The end of the year is a natural time for reflection—but a quick glance at your revenue or a gut feeling about the busy season isn’t enough. As an accounting firm working with landscaping, lawn care, irrigation, hardscaping, and other green industry companies, we often remind owners: your performance on the jobs is only half the story. The real lessons are in your numbers—and in how they align with your operational realities.
Here’s how to conduct a high-impact, CFO-style year-end review that cuts through the noise and sets you up for smarter, more profitable decisions in 2026.
1. Analyze Profitability and Pricing Accuracy
Did your service offerings and pricing structure actually generate the margins you planned for?
• Compare job costing reports to your estimates—where did you hit or miss?
• Identify which service lines (e.g., maintenance, hardscaping, irrigation installs) consistently performed well—and which didn’t.
• Review how closely your pricing reflects actual labor, materials, and overhead costs.
• Check for any disconnect between pricing strategy and profit outcomes.
• Did you make mid-season pricing adjustments? Were they strategic or reactive?
Tip: Update your estimating inputs on a periodic basis and segment your P&L by service line to see where margin is being made—or lost.
2. Evaluate Crew Performance in Financial Terms
Were your crews productive and cost-efficient?

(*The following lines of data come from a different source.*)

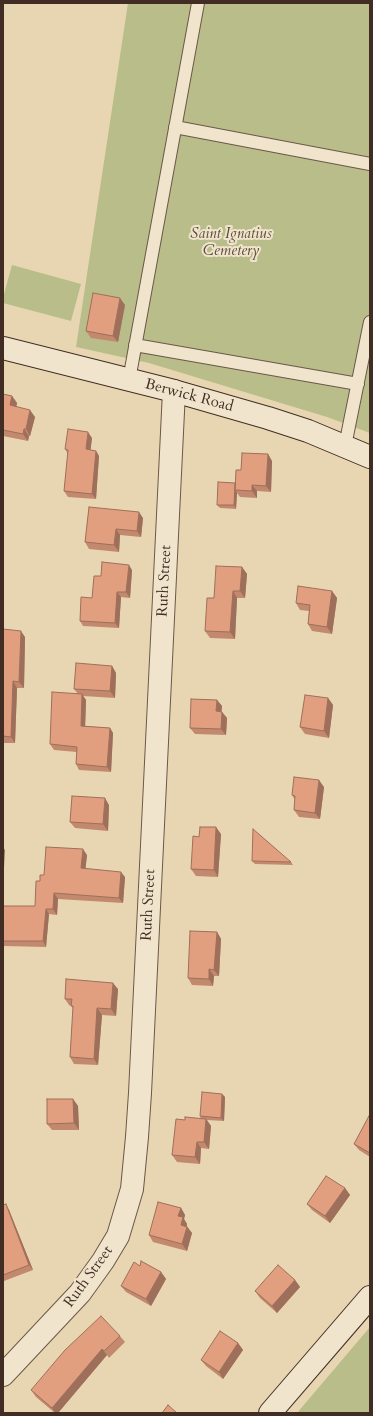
<!DOCTYPE html>
<style>
body{margin:0}
#map{position:relative;width:373px;height:1416px;overflow:hidden;background:#e8d6b2;font-family:Cardo,serif}
canvas{display:block}
.frame{position:absolute;inset:0;border:4px solid #422d24;pointer-events:none}
</style>
<div id="map">
<canvas width="373" height="1416"></canvas>
<div class="frame"></div>
</div>
<script>
const ctx = document.querySelector('canvas').getContext('2d');
ctx.lineJoin = 'round';
function paint(path, color) {
  ctx.fillStyle = color;
  ctx.fill(path, 'evenodd');
}
function poly(rows) {
  const path = new Path2D();
  for (const r of rows) {
    path.moveTo(r[0], r[1]);
    for (let i = 2; i < r.length; i += 2) path.lineTo(r[i], r[i + 1]);
  }
  return path;
}
function trace(path, color, width, dash) {
  ctx.strokeStyle = color;
  ctx.lineWidth = width;
  ctx.lineCap = dash ? 'butt' : 'round';
  ctx.setLineDash(dash || []);
  ctx.stroke(path);
}
function drawText(font, color, halo, rows, align = 'center') {
  ctx.font = font + ' Cardo,serif';
  ctx.lineWidth = 4;
  ctx.setLineDash([]);
  ctx.textBaseline = 'middle';
  ctx.strokeStyle = halo;
  ctx.fillStyle = color;
  for (const [text, x, y, turn = 0] of rows) {
    ctx.save();
    ctx.translate(x, y);
    ctx.rotate((+turn || 0) * Math.PI / 180);
    ctx.textAlign = isNaN(turn) ? turn : align;
    if (halo) ctx.strokeText(text, 0, 0);
    ctx.fillText(text, 0, 0);
    ctx.restore();
  }
}
paint(poly([
 [128,3,370,3,370,433,327,417,149,363,76,347],
 [12,265,81,284,71,321,3,303,3,298],
 [370,1327,370,1413,297,1413]
]), '#b9bd8a');
const lane = poly([
 [175,127,370,164],
 [135,345,358,384],
 [129,380,198,3],
 [345,446,370,322]
]);
const street = poly([
 [3,1375,80,1293,103,1261,118,1236,132,1189,137,1137,140,1093,174,391]
]);
const secondary = poly([
 [3,348,174,391,268,418,308,431,370,457],
 [270,1413,370,1297]
]);
trace(lane, '#6c5748', 14);
trace(street, '#6c5748', 24);
trace(secondary, '#422d24', 24);
trace(lane, '#f0e4cd', 12);
trace(street, '#f0e4cd', 22);
trace(secondary, '#f0e4cd', 22);
paint(poly([
 [125,305,118,342,91,338,86,331],
 [3,394,12,396,17,403,16,407,35,417,30,436,29,436,28,441,3,436],
 [92,438,90,450,96,451,99,456,96,499,68,497,64,491,68,454,65,449],
 [268,454,272,461,271,492,257,491,257,498,240,497,237,493,236,509,220,508,217,505,235,483,236,484,241,470],
 [89,507,143,518,141,537,120,535,119,552,89,549,85,542],
 [242,567,247,574,245,598,237,598,235,639,210,638,205,631,214,598],
 [132,570,130,598,121,597,119,628,83,626,80,621,92,598,101,576],
 [332,591,337,598,332,634,312,631,308,624,309,611,300,610,296,603],
 [3,629,25,637,24,688,17,688,15,743,3,743],
 [112,666,116,673,115,698,83,696,86,700,85,726,110,728,113,733,111,772,79,770,76,764,77,752,54,750,50,744,78,694,74,689],
 [328,698,333,705,329,738,305,734,300,727],
 [217,700,222,706,221,712,222,712,227,718,226,735,195,734,190,728],
 [324,787,320,819,299,817,294,810,295,800,292,795],
 [109,805,108,831,75,828,70,822],
 [221,834,218,877,196,876,191,869,199,837],
 [87,855,85,869,125,877,123,903,58,899,57,915,49,914,46,947,3,946,3,906,35,906,40,881,44,875],
 [252,861,291,862,293,865,255,864],
 [217,932,221,939,219,976,214,976,213,986,192,985,188,978],
 [118,989,116,1016,102,1015,98,1065,74,1064,70,1057,73,1008,71,1006,69,1005,65,999],
 [222,1094,225,1097,224,1121,207,1120,211,1126,209,1149,201,1148,200,1164,177,1162,172,1155,185,1120,201,1119,200,1116],
 [73,1099,78,1106,79,1130,52,1130,47,1124],
 [370,1114,370,1157,359,1150,354,1144],
 [345,1188,350,1195,330,1223,312,1210,307,1204],
 [3,1205,9,1210,33,1270,4,1281,3,1279],
 [181,1208,185,1215,184,1219,187,1224,187,1226,192,1233,187,1251,153,1242,149,1235],
 [140,1266,161,1272,166,1279,151,1306,126,1292,121,1286],
 [295,1280,300,1287,277,1313,260,1298,255,1291],
 [120,1336,125,1342,109,1358,107,1355,58,1413,55,1413,36,1397,31,1390],
 [238,1343,243,1350,223,1379,206,1366,201,1360]
]), '#c2896e');
paint(poly([
 [120,298,125,305,118,342,113,336],
 [12,396,17,403,15,412,10,405],
 [30,410,35,417,30,436,26,429],
 [24,429,29,436,28,441,23,434],
 [88,432,92,438,90,455,86,449],
 [96,451,99,456,96,499,92,494],
 [268,454,272,461,271,492,266,486],
 [235,483,237,486,235,490,237,493,236,509,234,505],
 [252,485,257,491,257,498,252,491],
 [139,512,143,518,141,537,137,531],
 [116,529,120,535,119,552,114,545],
 [129,565,132,570,130,598,126,592],
 [242,567,247,574,245,598,240,591],
 [233,591,237,598,235,639,230,632],
 [332,591,337,598,332,634,327,627],
 [117,592,121,597,119,628,115,623],
 [21,631,25,637,24,688,19,682],
 [112,666,116,673,115,698,110,691],
 [13,681,17,688,15,743,11,737],
 [82,694,86,700,85,731,81,726],
 [328,698,333,705,329,738,324,731],
 [217,700,222,706,221,718,216,711],
 [222,712,227,718,226,735,221,729],
 [110,728,113,733,111,772,107,767],
 [319,780,324,787,320,819,315,813],
 [105,798,109,805,108,831,103,824],
 [216,827,221,834,218,877,214,870],
 [3,847,5,850,4,868,3,867],
 [83,849,87,855,85,874,81,868],
 [121,872,125,877,123,903,119,898],
 [54,893,58,899,57,915,53,909],
 [46,909,49,914,46,947,43,941],
 [217,932,221,939,219,976,214,970],
 [209,969,214,976,213,986,209,979],
 [113,983,118,989,116,1016,111,1009],
 [97,1008,102,1015,98,1065,94,1059],
 [222,1094,225,1097,224,1121,221,1118],
 [73,1099,78,1106,79,1130,74,1123],
 [206,1119,211,1126,209,1149,204,1142],
 [197,1142,201,1148,200,1164,195,1157],
 [345,1188,350,1195,330,1223,325,1216],
 [6,1204,9,1210,33,1270,29,1265],
 [181,1208,185,1215,184,1219,187,1224,185,1231,181,1225,178,1216],
 [187,1227,192,1233,187,1251,182,1244],
 [161,1272,166,1279,151,1306,146,1299],
 [295,1280,300,1287,277,1313,272,1306],
 [238,1343,243,1350,223,1379,219,1372],
 [102,1349,107,1355,58,1413,55,1413,52,1408]
]), '#9e6f5a');
const building = poly([
 [93,293,120,298,113,336,86,331,93,293],
 [3,394,12,396,10,405,30,410,26,429,24,429,23,434,3,430,3,394],
 [68,429,88,432,86,449,96,451,92,494,64,491,68,450,65,449,68,429],
 [242,453,268,454,266,486,252,485,252,491,235,490,236,470,241,470,242,453],
 [218,482,235,483,234,505,217,505,218,482],
 [89,507,139,512,137,531,116,529,114,545,85,542,89,507],
 [102,562,129,565,126,592,117,592,115,623,80,621,81,597,92,598,94,576,101,576,102,562],
 [216,566,242,567,240,591,233,591,230,632,205,631,207,598,214,598,216,566],
 [298,586,332,591,327,627,308,624,310,605,296,603,298,586],
 [3,629,21,631,19,682,13,681,11,737,3,736,3,629],
 [76,663,112,666,110,691,74,689,76,663],
 [52,692,82,694,81,726,110,728,107,767,76,764,77,747,50,744,52,692],
 [305,695,328,698,324,731,300,727,305,695],
 [191,699,217,700,216,711,222,712,221,729,190,728,191,699],
 [294,777,319,780,315,813,294,810,295,796,292,795,294,777],
 [72,796,105,798,103,824,70,822,72,796],
 [200,827,216,827,214,870,191,869,193,836,199,837,200,827],
 [253,829,291,862,252,861,253,829],
 [46,847,83,849,81,868,121,872,119,898,54,893,53,909,46,909,43,941,3,941,3,906,35,906,36,881,40,881,40,875,44,875,46,847],
 [190,931,217,932,214,970,209,969,209,979,188,978,190,931],
 [66,979,113,983,111,1009,97,1008,94,1059,70,1057,73,1006,71,1006,72,999,65,999,66,979],
 [202,1092,222,1094,221,1118,200,1116,202,1092],
 [47,1099,73,1099,74,1123,47,1124,47,1099],
 [370,1114,370,1153,354,1144,370,1114],
 [185,1117,206,1119,204,1142,197,1142,195,1157,172,1155,176,1119,185,1120,185,1117],
 [326,1176,345,1188,325,1216,307,1204,326,1176],
 [158,1202,181,1208,178,1216,183,1217,181,1225,187,1227,182,1244,149,1235,158,1202],
 [6,1204,29,1265,3,1275,3,1205,6,1204],
 [141,1261,161,1272,146,1299,121,1286,134,1262,140,1266,141,1261],
 [278,1265,295,1280,272,1306,255,1291,278,1265],
 [101,1316,120,1336,104,1351,102,1349,52,1408,31,1390,65,1350,101,1316],
 [220,1331,238,1343,219,1372,201,1360,220,1331],
 [168,1405,177,1413,162,1413,168,1405]
]);
paint(building, '#e19f80');
trace(building, '#9e6f5a', 1);
drawText('italic 15px', '#5a4a38', '#f0e4cd', [
 ["Saint Ignatius",231,235],
 ["Cemetery",231,252]
]);
drawText('15px', '#422d24', '#f0e4cd', [
 ["Berwick Road",189,396,15],
 ["Ruth Street",165,581,-87],
 ["Ruth Street",149,905,-87],
 ["Ruth Street",89,1277,-54]
]);
</script>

• Compare actual labor hours to budgeted expectations per job.
• Highlight top-performing crews or foremen.
• Look for recurring issues—scope creep, execution inefficiencies, or poor scheduling—that inflated labor costs.
Tip: Labor costs are one of your biggest expense categories. Tracking and benchmarking performance is essential.
3. Uncover Bottlenecks and Capacity Constraints
Where did operational limits hold you back—and at what cost?
• Estimate revenue lost from turning away work due to labor, equipment, or scheduling limitations.
• Assess downtime caused by equipment issues or supply delays.
• Calculate your peak-month revenue per labor hour to determine true productivity under pressure.
Tip: Use this data to justify proactive investments—not just emergency fixes.
4. Assess Client Mix and Revenue Stability
Did your client base support growth—or introduce risk?
• Rank top clients by both revenue and profit.
• Evaluate how many recurring contracts renewed for another year.
• Identify overreliance on any single client (over 15% of revenue is a red flag).
Tip: Build client concentration and retention metrics into your annual review to manage long-term risk.
5. Reevaluate Strategic Investments and Risks
Did your bigger moves in 2025 pay off?
• Did a new service line, location, or major equipment purchase generate measurable returns?
• Were marketing or hiring decisions backed by performance data?
• What initiatives failed to deliver—and why?
Tip: Not all risks pay off, but they should always be measured so you can refine your strategy.
6. Evaluate Overhead and Fixed Costs Efficiency
Are your fixed costs aligned with your business size and seasonality?
• Review your overhead categories—are they growing faster than revenue?
• Assess whether office, shop, insurance, software, or admin costs are justified by current operations.
• Are there fixed expenses that could be scaled, renegotiated, or eliminated before next season?
Tip: Right-sizing overhead can boost margins even if your revenue stays flat.
A proper year-end review doesn’t just ask what happened—it asks why it happened. Understand where your money was made, where it leaked out, and what needs to change in 2026.
Let the data guide your decisions—not assumptions. The companies that thrive in this industry don’t just work harder next year—they work smarter based on what the numbers reveal.